---------- SUPPLIED MATERIAL ----------

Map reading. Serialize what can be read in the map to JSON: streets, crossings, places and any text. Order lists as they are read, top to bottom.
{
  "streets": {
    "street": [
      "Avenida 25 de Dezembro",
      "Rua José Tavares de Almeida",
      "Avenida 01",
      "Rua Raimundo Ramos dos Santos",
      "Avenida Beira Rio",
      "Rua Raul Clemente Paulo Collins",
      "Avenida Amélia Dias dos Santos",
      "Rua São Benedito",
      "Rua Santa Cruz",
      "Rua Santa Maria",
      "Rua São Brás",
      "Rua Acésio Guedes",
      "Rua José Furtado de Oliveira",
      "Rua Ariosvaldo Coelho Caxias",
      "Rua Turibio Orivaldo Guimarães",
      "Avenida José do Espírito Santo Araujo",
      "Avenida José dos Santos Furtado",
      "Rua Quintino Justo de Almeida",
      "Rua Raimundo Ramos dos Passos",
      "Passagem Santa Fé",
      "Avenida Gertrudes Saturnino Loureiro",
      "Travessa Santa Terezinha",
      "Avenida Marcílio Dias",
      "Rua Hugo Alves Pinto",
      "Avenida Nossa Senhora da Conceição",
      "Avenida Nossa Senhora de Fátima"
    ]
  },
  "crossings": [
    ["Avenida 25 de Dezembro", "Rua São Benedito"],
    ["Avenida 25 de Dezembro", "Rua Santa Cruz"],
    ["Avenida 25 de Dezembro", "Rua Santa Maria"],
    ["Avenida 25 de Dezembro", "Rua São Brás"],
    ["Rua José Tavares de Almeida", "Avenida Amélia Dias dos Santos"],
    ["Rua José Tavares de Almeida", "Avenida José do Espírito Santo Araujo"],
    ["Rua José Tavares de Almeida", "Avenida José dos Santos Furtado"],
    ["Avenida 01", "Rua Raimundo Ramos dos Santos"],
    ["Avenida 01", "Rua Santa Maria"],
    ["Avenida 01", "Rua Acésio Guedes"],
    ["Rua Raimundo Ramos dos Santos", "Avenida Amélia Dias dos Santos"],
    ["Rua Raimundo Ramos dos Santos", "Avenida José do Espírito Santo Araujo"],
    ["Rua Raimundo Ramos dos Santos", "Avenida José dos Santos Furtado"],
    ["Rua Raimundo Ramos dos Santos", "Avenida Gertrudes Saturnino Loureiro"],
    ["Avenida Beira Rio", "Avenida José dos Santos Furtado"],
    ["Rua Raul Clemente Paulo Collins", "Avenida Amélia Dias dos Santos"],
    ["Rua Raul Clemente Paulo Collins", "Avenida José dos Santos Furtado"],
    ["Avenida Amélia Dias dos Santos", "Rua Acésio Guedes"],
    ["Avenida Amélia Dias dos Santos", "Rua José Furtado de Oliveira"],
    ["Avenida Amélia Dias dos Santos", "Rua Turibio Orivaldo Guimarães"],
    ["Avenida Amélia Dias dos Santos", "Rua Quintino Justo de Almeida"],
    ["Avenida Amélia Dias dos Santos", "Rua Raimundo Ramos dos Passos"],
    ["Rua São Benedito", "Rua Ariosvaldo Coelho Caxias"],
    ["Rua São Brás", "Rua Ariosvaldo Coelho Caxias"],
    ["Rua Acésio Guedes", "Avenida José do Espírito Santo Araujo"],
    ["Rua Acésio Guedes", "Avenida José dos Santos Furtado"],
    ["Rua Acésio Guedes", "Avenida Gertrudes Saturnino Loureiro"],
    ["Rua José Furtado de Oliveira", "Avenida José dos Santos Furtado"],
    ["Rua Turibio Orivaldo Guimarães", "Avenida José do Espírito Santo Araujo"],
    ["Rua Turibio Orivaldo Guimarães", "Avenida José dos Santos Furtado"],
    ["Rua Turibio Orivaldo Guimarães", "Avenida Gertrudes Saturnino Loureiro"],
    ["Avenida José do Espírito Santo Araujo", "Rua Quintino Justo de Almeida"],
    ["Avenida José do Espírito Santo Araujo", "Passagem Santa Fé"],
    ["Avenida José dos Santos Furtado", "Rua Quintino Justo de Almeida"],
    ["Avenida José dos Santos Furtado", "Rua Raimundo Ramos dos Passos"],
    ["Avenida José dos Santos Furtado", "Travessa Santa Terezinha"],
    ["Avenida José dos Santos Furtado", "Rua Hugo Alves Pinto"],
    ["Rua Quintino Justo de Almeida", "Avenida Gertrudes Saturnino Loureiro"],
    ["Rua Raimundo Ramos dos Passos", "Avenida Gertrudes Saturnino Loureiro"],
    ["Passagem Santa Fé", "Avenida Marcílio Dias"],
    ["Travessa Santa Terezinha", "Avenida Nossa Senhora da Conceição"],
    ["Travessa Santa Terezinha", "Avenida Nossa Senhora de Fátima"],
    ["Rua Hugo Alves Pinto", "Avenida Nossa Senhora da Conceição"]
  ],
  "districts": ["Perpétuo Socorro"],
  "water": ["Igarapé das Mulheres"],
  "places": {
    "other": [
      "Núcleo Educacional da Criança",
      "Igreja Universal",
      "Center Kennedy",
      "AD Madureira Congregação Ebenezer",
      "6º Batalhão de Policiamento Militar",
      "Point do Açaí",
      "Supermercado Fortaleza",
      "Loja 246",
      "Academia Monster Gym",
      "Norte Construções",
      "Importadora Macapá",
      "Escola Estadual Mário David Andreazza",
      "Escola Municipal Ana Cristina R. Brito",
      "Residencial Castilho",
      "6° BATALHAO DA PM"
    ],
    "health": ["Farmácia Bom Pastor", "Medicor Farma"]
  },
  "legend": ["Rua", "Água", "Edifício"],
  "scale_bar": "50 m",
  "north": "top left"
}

----------

**AIM OF THE EXERCISE:** From the records above, extract every entry verbatim.

**WORKED SOLUTION:**
Map reading. Serialize what can be read in the map to JSON: streets, crossings, places and any text. Order lists as they are read, top to bottom.
{
  "streets": {
    "street": [
      "Avenida 25 de Dezembro",
      "Rua José Tavares de Almeida",
      "Avenida 01",
      "Rua Raimundo Ramos dos Santos",
      "Avenida Beira Rio",
      "Rua Raul Clemente Paulo Collins",
      "Avenida Amélia Dias dos Santos",
      "Rua São Benedito",
      "Rua Santa Cruz",
      "Rua Santa Maria",
      "Rua São Brás",
      "Rua Acésio Guedes",
      "Rua José Furtado de Oliveira",
      "Rua Ariosvaldo Coelho Caxias",
      "Rua Turibio Orivaldo Guimarães",
      "Avenida José do Espírito Santo Araujo",
      "Avenida José dos Santos Furtado",
      "Rua Quintino Justo de Almeida",
      "Rua Raimundo Ramos dos Passos",
      "Passagem Santa Fé",
      "Avenida Gertrudes Saturnino Loureiro",
      "Travessa Santa Terezinha",
      "Avenida Marcílio Dias",
      "Rua Hugo Alves Pinto",
      "Avenida Nossa Senhora da Conceição",
      "Avenida Nossa Senhora de Fátima"
    ]
  },
  "crossings": [
    ["Avenida 25 de Dezembro", "Rua São Benedito"],
    ["Avenida 25 de Dezembro", "Rua Santa Cruz"],
    ["Avenida 25 de Dezembro", "Rua Santa Maria"],
    ["Avenida 25 de Dezembro", "Rua São Brás"],
    ["Rua José Tavares de Almeida", "Avenida Amélia Dias dos Santos"],
    ["Rua José Tavares de Almeida", "Avenida José do Espírito Santo Araujo"],
    ["Rua José Tavares de Almeida", "Avenida José dos Santos Furtado"],
    ["Avenida 01", "Rua Raimundo Ramos dos Santos"],
    ["Avenida 01", "Rua Santa Maria"],
    ["Avenida 01", "Rua Acésio Guedes"],
    ["Rua Raimundo Ramos dos Santos", "Avenida Amélia Dias dos Santos"],
    ["Rua Raimundo Ramos dos Santos", "Avenida José do Espírito Santo Araujo"],
    ["Rua Raimundo Ramos dos Santos", "Avenida José dos Santos Furtado"],
    ["Rua Raimundo Ramos dos Santos", "Avenida Gertrudes Saturnino Loureiro"],
    ["Avenida Beira Rio", "Avenida José dos Santos Furtado"],
    ["Rua Raul Clemente Paulo Collins", "Avenida Amélia Dias dos Santos"],
    ["Rua Raul Clemente Paulo Collins", "Avenida José dos Santos Furtado"],
    ["Avenida Amélia Dias dos Santos", "Rua Acésio Guedes"],
    ["Avenida Amélia Dias dos Santos", "Rua José Furtado de Oliveira"],
    ["Avenida Amélia Dias dos Santos", "Rua Turibio Orivaldo Guimarães"],
    ["Avenida Amélia Dias dos Santos", "Rua Quintino Justo de Almeida"],
    ["Avenida Amélia Dias dos Santos", "Rua Raimundo Ramos dos Passos"],
    ["Rua São Benedito", "Rua Ariosvaldo Coelho Caxias"],
    ["Rua São Brás", "Rua Ariosvaldo Coelho Caxias"],
    ["Rua Acésio Guedes", "Avenida José do Espírito Santo Araujo"],
    ["Rua Acésio Guedes", "Avenida José dos Santos Furtado"],
    ["Rua Acésio Guedes", "Avenida Gertrudes Saturnino Loureiro"],
    ["Rua José Furtado de Oliveira", "Avenida José dos Santos Furtado"],
    ["Rua Turibio Orivaldo Guimarães", "Avenida José do Espírito Santo Araujo"],
    ["Rua Turibio Orivaldo Guimarães", "Avenida José dos Santos Furtado"],
    ["Rua Turibio Orivaldo Guimarães", "Avenida Gertrudes Saturnino Loureiro"],
    ["Avenida José do Espírito Santo Araujo", "Rua Quintino Justo de Almeida"],
    ["Avenida José do Espírito Santo Araujo", "Passagem Santa Fé"],
    ["Avenida José dos Santos Furtado", "Rua Quintino Justo de Almeida"],
    ["Avenida José dos Santos Furtado", "Rua Raimundo Ramos dos Passos"],
    ["Avenida José dos Santos Furtado", "Travessa Santa Terezinha"],
    ["Avenida José dos Santos Furtado", "Rua Hugo Alves Pinto"],
    ["Rua Quintino Justo de Almeida", "Avenida Gertrudes Saturnino Loureiro"],
    ["Rua Raimundo Ramos dos Passos", "Avenida Gertrudes Saturnino Loureiro"],
    ["Passagem Santa Fé", "Avenida Marcílio Dias"],
    ["Travessa Santa Terezinha", "Avenida Nossa Senhora da Conceição"],
    ["Travessa Santa Terezinha", "Avenida Nossa Senhora de Fátima"],
    ["Rua Hugo Alves Pinto", "Avenida Nossa Senhora da Conceição"]
  ],
  "districts": ["Perpétuo Socorro"],
  "water": ["Igarapé das Mulheres"],
  "places": {
    "other": [
      "Núcleo Educacional da Criança",
      "Igreja Universal",
      "Center Kennedy",
      "AD Madureira Congregação Ebenezer",
      "6º Batalhão de Policiamento Militar",
      "Point do Açaí",
      "Supermercado Fortaleza",
      "Loja 246",
      "Academia Monster Gym",
      "Norte Construções",
      "Importadora Macapá",
      "Escola Estadual Mário David Andreazza",
      "Escola Municipal Ana Cristina R. Brito",
      "Residencial Castilho",
      "6° BATALHAO DA PM"
    ],
    "health": ["Farmácia Bom Pastor", "Medicor Farma"]
  },
  "legend": ["Rua", "Água", "Edifício"],
  "scale_bar": "50 m",
  "north": "top left"
}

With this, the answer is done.